- **EXERCISE GOAL**
Look through the material and tally each line bearing the word "MARIE". Give only the total.
RECORD EXTRACTS START
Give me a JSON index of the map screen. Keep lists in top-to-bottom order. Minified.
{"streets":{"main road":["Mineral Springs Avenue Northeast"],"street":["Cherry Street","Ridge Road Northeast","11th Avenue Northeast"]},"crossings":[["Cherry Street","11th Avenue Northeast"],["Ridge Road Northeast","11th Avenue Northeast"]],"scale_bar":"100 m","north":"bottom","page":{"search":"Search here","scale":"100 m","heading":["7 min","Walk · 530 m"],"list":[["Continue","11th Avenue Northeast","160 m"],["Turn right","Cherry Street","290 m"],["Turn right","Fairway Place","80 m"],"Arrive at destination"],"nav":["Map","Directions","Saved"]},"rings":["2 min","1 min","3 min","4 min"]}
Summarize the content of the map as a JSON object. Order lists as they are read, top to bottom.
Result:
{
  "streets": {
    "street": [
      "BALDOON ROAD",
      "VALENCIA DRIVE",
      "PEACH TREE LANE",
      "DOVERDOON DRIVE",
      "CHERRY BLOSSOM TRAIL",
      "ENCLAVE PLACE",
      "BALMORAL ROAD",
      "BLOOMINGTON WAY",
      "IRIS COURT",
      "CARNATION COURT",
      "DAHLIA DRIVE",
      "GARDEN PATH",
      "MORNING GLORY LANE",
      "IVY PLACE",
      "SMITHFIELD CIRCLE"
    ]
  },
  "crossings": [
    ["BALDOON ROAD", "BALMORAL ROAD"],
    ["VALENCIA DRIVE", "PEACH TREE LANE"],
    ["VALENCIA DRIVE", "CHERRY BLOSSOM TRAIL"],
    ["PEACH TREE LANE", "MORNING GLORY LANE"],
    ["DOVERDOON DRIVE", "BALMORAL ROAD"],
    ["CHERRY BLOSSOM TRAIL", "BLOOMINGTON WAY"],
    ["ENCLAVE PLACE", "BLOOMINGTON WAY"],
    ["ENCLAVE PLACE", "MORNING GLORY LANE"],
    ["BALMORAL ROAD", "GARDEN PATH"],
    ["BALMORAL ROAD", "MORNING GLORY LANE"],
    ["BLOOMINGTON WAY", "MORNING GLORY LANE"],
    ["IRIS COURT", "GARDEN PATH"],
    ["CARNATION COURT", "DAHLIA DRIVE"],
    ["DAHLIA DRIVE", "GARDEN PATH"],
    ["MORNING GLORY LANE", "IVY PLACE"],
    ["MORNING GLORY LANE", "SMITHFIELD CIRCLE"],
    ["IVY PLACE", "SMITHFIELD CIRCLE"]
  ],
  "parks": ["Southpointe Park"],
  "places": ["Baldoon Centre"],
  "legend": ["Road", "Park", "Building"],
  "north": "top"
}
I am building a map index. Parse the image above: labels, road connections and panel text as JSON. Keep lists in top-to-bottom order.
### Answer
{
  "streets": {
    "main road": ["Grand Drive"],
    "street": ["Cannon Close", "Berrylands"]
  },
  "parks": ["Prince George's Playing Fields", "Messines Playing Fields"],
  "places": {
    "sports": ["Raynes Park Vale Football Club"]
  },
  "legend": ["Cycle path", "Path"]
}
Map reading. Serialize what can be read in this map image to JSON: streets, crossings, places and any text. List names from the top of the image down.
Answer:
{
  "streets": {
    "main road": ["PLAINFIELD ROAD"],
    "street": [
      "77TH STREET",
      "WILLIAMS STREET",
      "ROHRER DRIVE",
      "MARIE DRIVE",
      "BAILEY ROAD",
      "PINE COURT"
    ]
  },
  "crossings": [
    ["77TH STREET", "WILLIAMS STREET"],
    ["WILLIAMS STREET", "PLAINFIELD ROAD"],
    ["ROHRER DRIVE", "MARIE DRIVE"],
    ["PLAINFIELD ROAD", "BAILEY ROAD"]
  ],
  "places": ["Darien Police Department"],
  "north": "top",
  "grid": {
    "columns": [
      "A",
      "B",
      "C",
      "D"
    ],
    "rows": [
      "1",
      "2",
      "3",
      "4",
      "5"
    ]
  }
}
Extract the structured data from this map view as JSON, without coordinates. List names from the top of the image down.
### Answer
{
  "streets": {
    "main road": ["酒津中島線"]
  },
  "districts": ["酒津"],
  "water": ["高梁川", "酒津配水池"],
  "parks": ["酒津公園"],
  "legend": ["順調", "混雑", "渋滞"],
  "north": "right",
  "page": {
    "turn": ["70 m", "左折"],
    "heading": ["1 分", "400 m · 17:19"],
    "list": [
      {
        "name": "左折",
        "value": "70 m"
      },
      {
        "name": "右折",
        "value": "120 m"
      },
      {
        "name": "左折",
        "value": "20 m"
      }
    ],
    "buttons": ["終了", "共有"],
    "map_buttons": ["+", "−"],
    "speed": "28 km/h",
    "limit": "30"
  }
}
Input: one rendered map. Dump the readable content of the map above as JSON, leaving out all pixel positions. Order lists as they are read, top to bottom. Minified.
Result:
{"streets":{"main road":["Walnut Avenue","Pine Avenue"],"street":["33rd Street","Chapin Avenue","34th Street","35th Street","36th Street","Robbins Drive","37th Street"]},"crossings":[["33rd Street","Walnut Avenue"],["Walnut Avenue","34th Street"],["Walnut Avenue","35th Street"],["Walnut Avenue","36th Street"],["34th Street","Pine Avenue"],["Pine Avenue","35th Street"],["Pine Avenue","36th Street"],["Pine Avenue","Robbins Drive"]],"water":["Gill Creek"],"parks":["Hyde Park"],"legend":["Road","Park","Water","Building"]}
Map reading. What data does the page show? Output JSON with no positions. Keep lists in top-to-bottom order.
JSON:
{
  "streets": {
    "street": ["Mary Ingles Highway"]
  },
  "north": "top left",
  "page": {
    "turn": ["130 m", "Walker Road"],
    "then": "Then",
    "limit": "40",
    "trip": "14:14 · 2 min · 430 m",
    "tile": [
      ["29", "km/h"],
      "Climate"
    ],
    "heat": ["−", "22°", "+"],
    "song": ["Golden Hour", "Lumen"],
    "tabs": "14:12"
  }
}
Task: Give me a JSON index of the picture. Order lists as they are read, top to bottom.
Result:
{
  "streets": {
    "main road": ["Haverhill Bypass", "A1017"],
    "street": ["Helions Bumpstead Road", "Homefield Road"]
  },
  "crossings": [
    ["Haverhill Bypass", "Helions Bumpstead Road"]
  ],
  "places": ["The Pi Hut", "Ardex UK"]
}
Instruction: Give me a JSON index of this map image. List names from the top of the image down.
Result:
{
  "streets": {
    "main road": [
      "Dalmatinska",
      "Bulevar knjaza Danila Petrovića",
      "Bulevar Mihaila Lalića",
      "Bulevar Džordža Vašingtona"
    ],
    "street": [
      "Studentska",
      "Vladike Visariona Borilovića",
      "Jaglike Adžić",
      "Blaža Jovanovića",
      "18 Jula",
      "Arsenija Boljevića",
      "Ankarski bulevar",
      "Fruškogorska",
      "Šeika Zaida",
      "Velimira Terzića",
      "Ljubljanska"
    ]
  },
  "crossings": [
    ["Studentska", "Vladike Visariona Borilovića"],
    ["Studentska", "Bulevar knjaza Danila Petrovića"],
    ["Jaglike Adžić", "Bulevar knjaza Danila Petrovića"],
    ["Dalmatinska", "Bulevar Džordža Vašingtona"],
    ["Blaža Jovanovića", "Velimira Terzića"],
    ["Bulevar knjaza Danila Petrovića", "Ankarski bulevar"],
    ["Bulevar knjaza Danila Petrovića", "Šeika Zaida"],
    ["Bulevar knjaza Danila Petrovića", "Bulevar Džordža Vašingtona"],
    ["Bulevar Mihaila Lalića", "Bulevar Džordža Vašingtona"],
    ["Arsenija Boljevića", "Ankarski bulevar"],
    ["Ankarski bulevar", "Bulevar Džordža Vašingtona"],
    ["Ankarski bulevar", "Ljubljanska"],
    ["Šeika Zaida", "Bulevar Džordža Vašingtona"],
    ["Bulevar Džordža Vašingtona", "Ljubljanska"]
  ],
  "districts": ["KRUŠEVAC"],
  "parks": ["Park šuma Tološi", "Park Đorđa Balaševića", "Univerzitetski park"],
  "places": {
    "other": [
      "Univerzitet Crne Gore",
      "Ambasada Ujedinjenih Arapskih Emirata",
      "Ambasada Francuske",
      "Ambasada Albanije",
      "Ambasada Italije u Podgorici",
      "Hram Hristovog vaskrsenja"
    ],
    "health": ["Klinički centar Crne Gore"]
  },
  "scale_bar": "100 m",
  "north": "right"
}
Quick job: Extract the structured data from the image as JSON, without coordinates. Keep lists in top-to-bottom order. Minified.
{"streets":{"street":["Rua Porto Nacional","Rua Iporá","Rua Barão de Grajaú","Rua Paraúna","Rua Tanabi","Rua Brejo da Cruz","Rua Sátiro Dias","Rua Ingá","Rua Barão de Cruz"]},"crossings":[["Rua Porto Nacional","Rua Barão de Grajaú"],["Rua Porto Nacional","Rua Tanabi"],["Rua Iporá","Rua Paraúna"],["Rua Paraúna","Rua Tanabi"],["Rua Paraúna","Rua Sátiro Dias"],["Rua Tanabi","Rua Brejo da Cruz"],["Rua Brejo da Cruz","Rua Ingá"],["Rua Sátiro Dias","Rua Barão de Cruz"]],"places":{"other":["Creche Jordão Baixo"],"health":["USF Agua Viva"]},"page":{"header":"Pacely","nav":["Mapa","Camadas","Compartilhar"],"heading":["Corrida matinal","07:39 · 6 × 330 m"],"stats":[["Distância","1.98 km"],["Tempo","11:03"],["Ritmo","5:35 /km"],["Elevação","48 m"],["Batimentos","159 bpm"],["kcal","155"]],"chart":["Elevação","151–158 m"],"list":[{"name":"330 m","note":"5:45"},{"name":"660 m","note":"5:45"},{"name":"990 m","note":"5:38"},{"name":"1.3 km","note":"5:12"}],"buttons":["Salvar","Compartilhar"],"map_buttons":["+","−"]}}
RECORD EXTRACTS END
- **WORKED SOLUTION**
2